### EXERCISE PROMPT
Produce an exact copy of all records below.

### GIVEN RECORDS

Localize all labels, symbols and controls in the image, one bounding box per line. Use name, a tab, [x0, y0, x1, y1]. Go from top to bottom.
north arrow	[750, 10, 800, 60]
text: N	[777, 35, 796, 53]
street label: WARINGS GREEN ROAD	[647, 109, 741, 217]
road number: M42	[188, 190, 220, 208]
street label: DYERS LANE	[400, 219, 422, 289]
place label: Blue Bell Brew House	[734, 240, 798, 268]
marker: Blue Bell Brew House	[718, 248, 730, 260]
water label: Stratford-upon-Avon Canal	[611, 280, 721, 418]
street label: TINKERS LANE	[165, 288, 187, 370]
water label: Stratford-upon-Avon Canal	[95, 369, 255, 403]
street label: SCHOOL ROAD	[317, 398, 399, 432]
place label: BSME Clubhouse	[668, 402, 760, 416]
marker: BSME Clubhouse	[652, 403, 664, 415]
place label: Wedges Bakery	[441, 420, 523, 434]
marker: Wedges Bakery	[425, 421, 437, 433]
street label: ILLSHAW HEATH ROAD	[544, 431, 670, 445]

### TASK SOLUTION
Localize all labels, symbols and controls in the image, one bounding box per line. Use name, a tab, [x0, y0, x1, y1]. Go from top to bottom.
north arrow	[750, 10, 800, 60]
text: N	[777, 35, 796, 53]
street label: WARINGS GREEN ROAD	[647, 109, 741, 217]
road number: M42	[188, 190, 220, 208]
street label: DYERS LANE	[400, 219, 422, 289]
place label: Blue Bell Brew House	[734, 240, 798, 268]
marker: Blue Bell Brew House	[718, 248, 730, 260]
water label: Stratford-upon-Avon Canal	[611, 280, 721, 418]
street label: TINKERS LANE	[165, 288, 187, 370]
water label: Stratford-upon-Avon Canal	[95, 369, 255, 403]
street label: SCHOOL ROAD	[317, 398, 399, 432]
place label: BSME Clubhouse	[668, 402, 760, 416]
marker: BSME Clubhouse	[652, 403, 664, 415]
place label: Wedges Bakery	[441, 420, 523, 434]
marker: Wedges Bakery	[425, 421, 437, 433]
street label: ILLSHAW HEATH ROAD	[544, 431, 670, 445]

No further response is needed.